Des nouvelles pas très réjouissantes que le modèle de Bank Al Maghrib semble ne pas avoir pris en compte pour le calcul de sa prévision qui paraît désormais très optimiste au vu de la situation sur le terrain.

BAM va fort probablement revoir sa copie

Un économiste qui connaît bien les méthodes de la Banque centrale nous explique que cela est naturel. « Dans ses prévisions, Bank Al Maghrib se base sur les données disponibles du premier trimestre où ces risques nouveaux n’étaient pas encore visibles, et sont de toutes les façons difficiles à évaluer. Les modèles de la Banque centrale ne font pas de la spéculation, mais prennent en compte les données réelles du moment. Je suis sûr que cette prévision de 5,3% sera revue à la baisse au deuxième trimestre quand les économistes de Bank Al Maghrib intégreront le retard de la campagne de vaccination et les nouvelles évolutions de la situation épidémiologique, aussi bien dans le monde qu’au Maroc », nuance notre source.

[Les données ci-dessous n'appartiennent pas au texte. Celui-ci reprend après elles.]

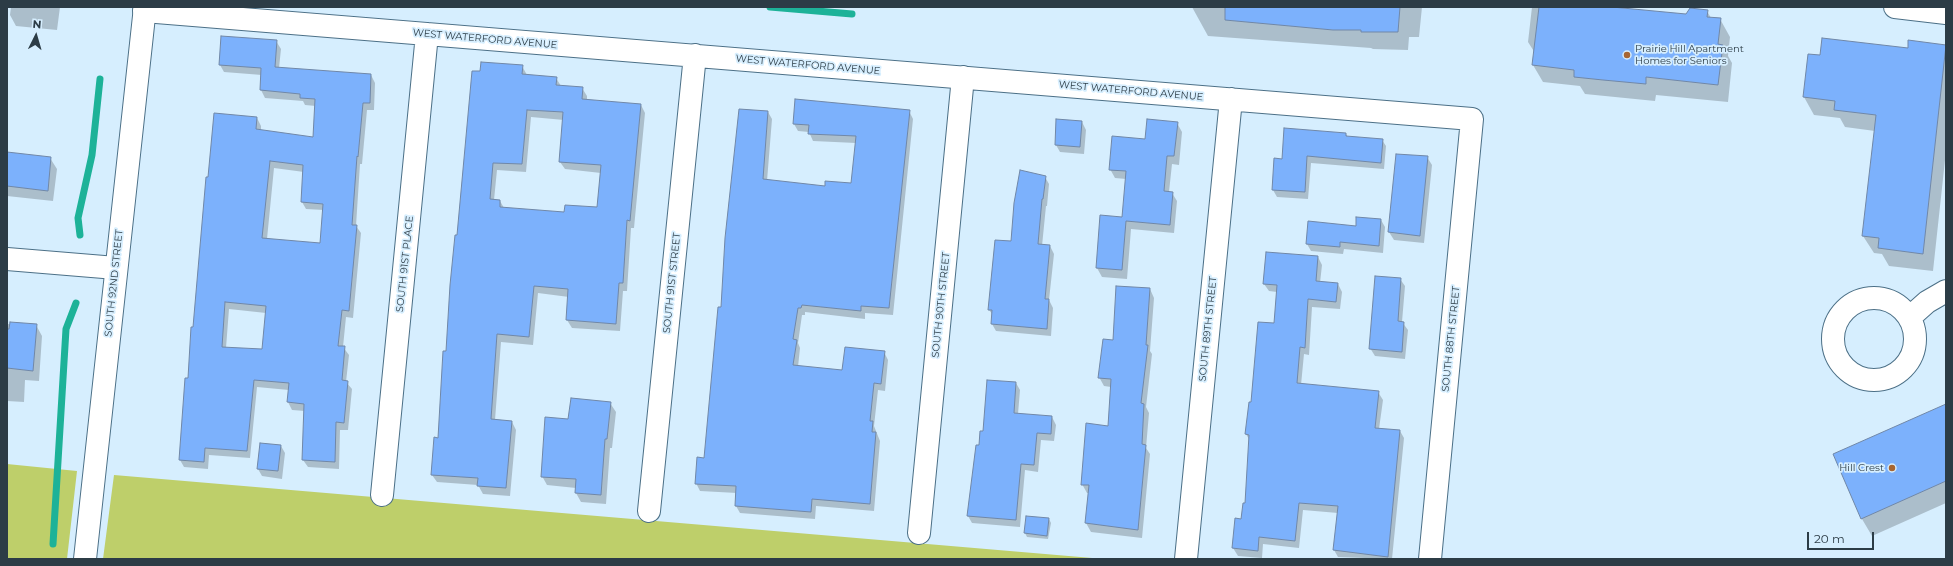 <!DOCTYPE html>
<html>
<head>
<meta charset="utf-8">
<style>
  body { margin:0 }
  #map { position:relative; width:1953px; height:566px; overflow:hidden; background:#d6eefe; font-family:Montserrat,sans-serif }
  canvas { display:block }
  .frame { position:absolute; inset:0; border:8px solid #2c3c46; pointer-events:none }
  .north { position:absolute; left:16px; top:16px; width:40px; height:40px; -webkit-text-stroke:3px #d6eefe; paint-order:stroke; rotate:5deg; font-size:11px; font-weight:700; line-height:16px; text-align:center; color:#2c3c46 }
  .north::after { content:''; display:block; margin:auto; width:14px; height:18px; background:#2c3c46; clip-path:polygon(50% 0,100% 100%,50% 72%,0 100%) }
  .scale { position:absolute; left:1807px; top:532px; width:67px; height:18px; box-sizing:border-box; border:2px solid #2c3c46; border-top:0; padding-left:5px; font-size:12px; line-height:14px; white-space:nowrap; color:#2c3c46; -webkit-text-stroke:3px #d6eefe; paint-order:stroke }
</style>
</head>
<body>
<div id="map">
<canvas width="1953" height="566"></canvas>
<div class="frame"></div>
<div class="north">N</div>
<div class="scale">20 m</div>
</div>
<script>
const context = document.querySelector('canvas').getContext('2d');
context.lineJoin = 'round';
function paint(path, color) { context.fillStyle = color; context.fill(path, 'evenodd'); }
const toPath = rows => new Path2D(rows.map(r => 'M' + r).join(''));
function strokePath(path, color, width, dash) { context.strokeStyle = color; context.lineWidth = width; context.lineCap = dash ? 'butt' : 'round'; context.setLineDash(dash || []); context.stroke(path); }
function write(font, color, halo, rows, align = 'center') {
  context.font = font + ' Montserrat,sans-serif'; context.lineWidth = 3.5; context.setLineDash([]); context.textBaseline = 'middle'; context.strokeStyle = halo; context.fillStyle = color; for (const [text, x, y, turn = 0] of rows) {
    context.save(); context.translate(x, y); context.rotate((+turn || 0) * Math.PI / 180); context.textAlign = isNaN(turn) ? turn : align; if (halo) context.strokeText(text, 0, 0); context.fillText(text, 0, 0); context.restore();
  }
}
paint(toPath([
  [7,464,77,471,67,559,7,559],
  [114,475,1104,559,103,559]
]), '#becf6a');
paint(toPath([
  [11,7,60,7,57,30,16,26,10,15],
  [1192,7,1422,7,1419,37,1409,37,1408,50,1373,49,1371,48,1208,36],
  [1532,7,1623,7,1623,9,1686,15,1707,11,1711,18,1720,19,1730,37,1728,56,1732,63,1728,102,1656,95,1655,101,1585,94,1580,86,1543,82,1533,65,1535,53,1528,42],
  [276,41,281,49,279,68,371,75,375,83,374,110,367,110,362,164,360,164,356,226,361,233,353,318,346,317,343,347,349,355,346,382,352,389,348,430,340,430,339,469,308,467,303,460,305,411,292,410,288,402,289,390,257,387,250,458,209,455,208,469,184,467,180,460,209,178,257,118,261,126,261,131,313,138,316,106,305,105,303,101,265,98,261,90,262,75,224,72,220,65],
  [274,168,304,172,302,202,306,209,324,210,321,244,267,239],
  [229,309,266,313,263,351,226,348],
  [1946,46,1946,151,1933,271,1889,266,1882,254,1874,253,1863,236,1875,131,1845,127,1840,118,1814,115,1804,97,1821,56],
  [522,66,527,75,556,78,561,86,582,88,587,96,587,100,641,105,645,113,634,228,631,228,627,291,623,291,620,331,572,328,567,320,569,297,538,293,533,345,501,342,495,420,512,422,516,430,510,496,483,494,478,485,437,482,432,475,439,439,458,236,481,72],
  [531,117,564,120,560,162,565,169,601,173,598,208,565,213,504,208,500,201,494,200,497,170,526,172],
  [909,111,913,119,893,315,865,313,865,319,805,312,805,315,802,315,798,343,800,348,798,367,843,371,884,352,888,360,885,391,878,390,874,426,880,441,874,511,816,506,815,519,740,513,736,506,737,493,700,491,696,483,705,459,722,308,768,112,772,119,767,181,826,187,852,184,856,143,813,141,809,132,798,131,794,124],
  [1082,122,1086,130,1084,154,1060,152,1056,145],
  [1177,123,1182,132,1179,165,1172,164,1169,192,1172,193,1177,201,1174,233,1131,229,1127,279,1102,277,1097,268,1101,216,1123,218,1126,179,1115,178,1110,169,1146,140],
  [1345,133,1348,137,1382,140,1386,146,1384,169,1311,163,1308,199,1277,197,1273,190,1283,160],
  [7,153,50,158,57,169,53,201,7,196],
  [1397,155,1427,157,1432,165,1424,243,1394,240,1389,232],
  [1045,177,1049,184,1047,206,1046,206,1042,246,1050,246,1054,254,1049,300,1053,308,1051,336,996,331,992,324,993,315,989,310,1011,243],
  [1381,220,1385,227,1383,253,1344,249,1343,254,1311,251,1307,244],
  [1318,257,1322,265,1320,283,1338,284,1342,292,1340,309,1312,307,1309,355,1304,354,1301,385,1378,392,1383,400,1379,429,1400,431,1404,438,1392,559,1338,557,1334,550,1338,513,1303,510,1299,548,1263,544,1262,558,1238,556,1233,548,1245,505,1250,441,1246,434,1252,403,1275,324,1277,292,1269,291,1264,284],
  [1400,279,1405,286,1402,322,1408,330,1405,359,1375,356,1370,348],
  [1150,289,1154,298,1150,351,1152,354,1146,407,1149,413,1146,448,1150,454,1142,538,1091,532,1086,523,1089,493,1087,493,1082,484,1109,427,1111,387,1104,386,1099,377,1114,342],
  [7,324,36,325,42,336,39,381,25,380,24,402,7,401],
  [1016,383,1020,390,1018,414,1052,417,1056,425,1054,441,1041,440,1038,472,1025,470,1020,527,972,523,968,516,980,447,984,432],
  [610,403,616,412,612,448,610,448,606,504,581,502,576,493,576,488,547,485,542,476,569,420],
  [1946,405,1946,503,1872,536,1862,519,1834,455],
  [281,446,285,453,282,479,262,476,258,469],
  [1027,517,1049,519,1051,523,1048,539,1027,537,1025,533]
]), '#0003');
strokePath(toPath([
  [770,7,852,14],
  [80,235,78,218,92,155,100,79],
  [53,544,66,329,76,303]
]), '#1db298', 7);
const building = toPath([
  [1225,7,1400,7,1398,32,1361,32,1361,30,1333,30,1225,20,1225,7],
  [1539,7,1612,7,1686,14,1690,8,1708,10,1707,17,1721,18,1718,44,1723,45,1718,85,1646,77,1646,84,1603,80,1574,77,1574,70,1532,65,1539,7],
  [221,36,277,40,275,67,371,74,370,103,363,103,358,157,357,156,352,225,357,225,349,311,342,310,338,346,345,346,342,380,348,381,344,423,336,422,335,462,302,460,304,404,287,402,289,383,254,380,247,451,205,448,204,462,179,460,185,378,188,378,191,327,193,327,206,177,208,177,214,113,257,117,256,129,313,137,315,99,300,98,300,94,260,90,261,68,219,65,221,36],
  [270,161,303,165,301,202,323,204,320,243,262,238,270,161],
  [225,302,266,306,262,349,222,347,225,302],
  [1822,38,1908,48,1908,40,1946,45,1923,254,1878,248,1879,238,1862,236,1876,115,1834,110,1835,101,1803,97,1808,54,1820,55,1822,38],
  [481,62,523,65,522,74,557,77,556,85,583,87,582,99,641,104,630,221,627,220,623,283,619,283,616,324,566,320,568,289,534,286,529,337,497,334,491,419,512,421,506,488,477,486,478,478,431,475,434,437,438,438,443,351,446,351,450,285,455,235,457,235,472,71,480,71,481,62],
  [527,110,563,112,559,162,601,165,597,207,565,205,564,212,500,207,500,200,490,199,493,163,522,164,527,110],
  [795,99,910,110,889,308,861,306,861,311,802,305,801,308,798,308,793,339,797,340,793,365,842,370,845,347,885,351,881,384,874,383,870,421,873,421,872,432,876,432,870,504,812,499,811,512,735,506,736,486,695,484,697,457,704,458,718,307,721,307,725,238,739,109,768,111,763,179,825,186,825,181,851,183,856,136,808,134,809,125,793,124,795,99],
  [1056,119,1082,121,1080,147,1055,145,1056,119],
  [1147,119,1178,122,1174,156,1167,156,1164,191,1173,192,1170,225,1126,221,1122,270,1096,268,1100,215,1122,217,1126,171,1109,170,1112,136,1145,139,1147,119],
  [1284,128,1346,133,1346,136,1383,139,1381,163,1307,156,1305,192,1272,190,1274,158,1282,159,1284,128],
  [7,152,51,157,48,191,7,186,7,152],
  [1396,154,1428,156,1420,236,1388,232,1396,154],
  [1020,170,1046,176,1043,199,1042,199,1038,244,1050,245,1045,299,1049,299,1047,329,991,324,992,310,988,310,995,240,1011,241,1014,203,1020,170],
  [1356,217,1381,219,1379,246,1340,242,1340,247,1306,244,1308,221,1356,226,1356,217],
  [1266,252,1318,256,1316,281,1338,283,1336,302,1308,299,1305,348,1300,347,1297,383,1379,391,1375,428,1400,430,1388,557,1333,550,1338,506,1299,503,1295,541,1259,537,1258,551,1232,548,1235,518,1241,519,1243,503,1245,503,1249,435,1245,434,1249,402,1251,402,1258,322,1274,323,1277,285,1263,284,1266,252],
  [1375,276,1401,278,1398,321,1404,322,1402,352,1369,349,1375,276],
  [1116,286,1150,288,1146,345,1148,345,1141,403,1144,404,1142,444,1146,445,1138,530,1085,523,1089,485,1081,485,1086,423,1108,426,1111,379,1098,378,1103,339,1113,340,1116,286],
  [10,322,37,324,33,371,7,368,7,329,9,329,10,322],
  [987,380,1016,382,1014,413,1052,416,1051,434,1037,433,1034,465,1021,464,1016,520,967,516,976,445,979,445,980,431,983,431,987,380],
  [571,398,611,402,607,439,605,439,601,495,575,493,576,479,541,477,545,417,568,419,571,398],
  [1946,404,1946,481,1861,519,1833,454,1946,404],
  [260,443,281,445,278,471,257,469,260,443],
  [1026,516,1049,518,1047,536,1024,533,1026,516]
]);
paint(building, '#7cb1fc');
strokePath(building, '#7087a7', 1);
const street = toPath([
  [1895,7,1946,13],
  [144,11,1472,119,1430,559],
  [7,259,116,268],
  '1833 339a41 41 0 1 1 82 0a41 41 0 1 1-82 0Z',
  [1909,318,1927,302,1946,291],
  [382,495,427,34],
  [649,511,695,55],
  [919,533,963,77],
  [1186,559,1231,99]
]);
const secondary = toPath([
  [85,559,145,7]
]);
strokePath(street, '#4c7087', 24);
strokePath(secondary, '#4c7087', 24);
strokePath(street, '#fff', 22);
strokePath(secondary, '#fff', 22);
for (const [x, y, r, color] of [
  [1627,55,4,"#a76531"],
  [1892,468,4,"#a76531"]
]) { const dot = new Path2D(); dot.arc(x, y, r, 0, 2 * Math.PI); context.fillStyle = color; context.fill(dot); strokePath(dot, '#d6eefe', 1.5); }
write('10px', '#2c3c46', '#d6eefe', [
  ["WEST WATERFORD AVENUE",485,39,5],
  ["WEST WATERFORD AVENUE",808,65,5],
  ["WEST WATERFORD AVENUE",1131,91,5],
  ["SOUTH 91ST PLACE",405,264,-84],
  ["SOUTH 92ND STREET",114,283,-84],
  ["SOUTH 91ST STREET",672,283,-84],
  ["SOUTH 90TH STREET",941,305,-84],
  ["SOUTH 89TH STREET",1208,329,-84],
  ["SOUTH 88TH STREET",1451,339,-84]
]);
write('10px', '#2c3c46', '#d6eefe', [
  ["Prairie Hill Apartment",1635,49],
  ["Homes for Seniors",1635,61],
  ["Hill Crest",1884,468,"right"]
], 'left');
</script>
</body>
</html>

Le Wali de Bank Al Maghrib ne dit pas autre chose justement. En annonçant son chiffre de 5,3%, il a tout de suite reconnu que cette prévision était soumise à beaucoup d’incertitudes, et que la Banque centrale n’hésitera pas à actualiser ses prévisions trimestrielles selon l’évolution de la situation sanitaire et économique.

« Nous actualisons nos prévisions tous les trimestres. Et j’ai signalé que notre prévision du premier trimestre est soumise à plein d’incertitudes, notamment le bon déroulement de la campagne de vaccination, la disponibilité des vaccins et les délais de leur livraison. La relance ne sera totale que quand on aura touché l’immunité collective, soit un taux de vaccination de la population de 70 à 80%. Nous sommes aujourd’hui à 4 millions de personnes vaccinées, et il va falloir arriver à 20 millions. Si l’on voit que les choses ne vont pas comme prévu, nos modèles vont réactualiser la prévision de croissance. Et nous corrigerons nos chiffres. L’année dernière, on a commencé par dire que l’on fera une récession de 2,3% au premier trimestre, un chiffre qui est passé à 5,6% au deuxième trimestre, puis à 5,2%... Les chiffres que nous indiquons sont soumis à des actualisations constantes selon l’évolution des choses », a expliqué Abdellatif Jouahri.

Et cette actualisation n’est pas liée seulement à la situation épidémiologique ou à la disponibilité des vaccins, mais également au déroulement de la campagne agricole, ajoute le Wali de BAM.

« Si on fait plus de 90 millions de quintaux, ça s’ajoutera à la croissance. Et améliorera nos prévisions. Et vice versa. Nous avons fait des stress tests, et nous savons que s’il y a par exemple un chergui en fin de campagne, on baissera à 75 millions de quintaux, ce qui tirera la croissance vers le bas », précise-t-il.

Les 5,3% de croissance sont, en somme, le résultat de l'optimisme affiché par l’ensemble des acteurs économiques au premier trimestre de l’année. Trois mois où les pluies sont venues enchanter le monde rural, mais aussi urbain, et où le Maroc a fait un excellent départ dans sa campagne de vaccination. Une euphorie qui ne semble plus d'actualité aujourd'hui et qui poussera certainement la Banque centrale à revoir ses prévisions à la baisse lors de son prochain conseil.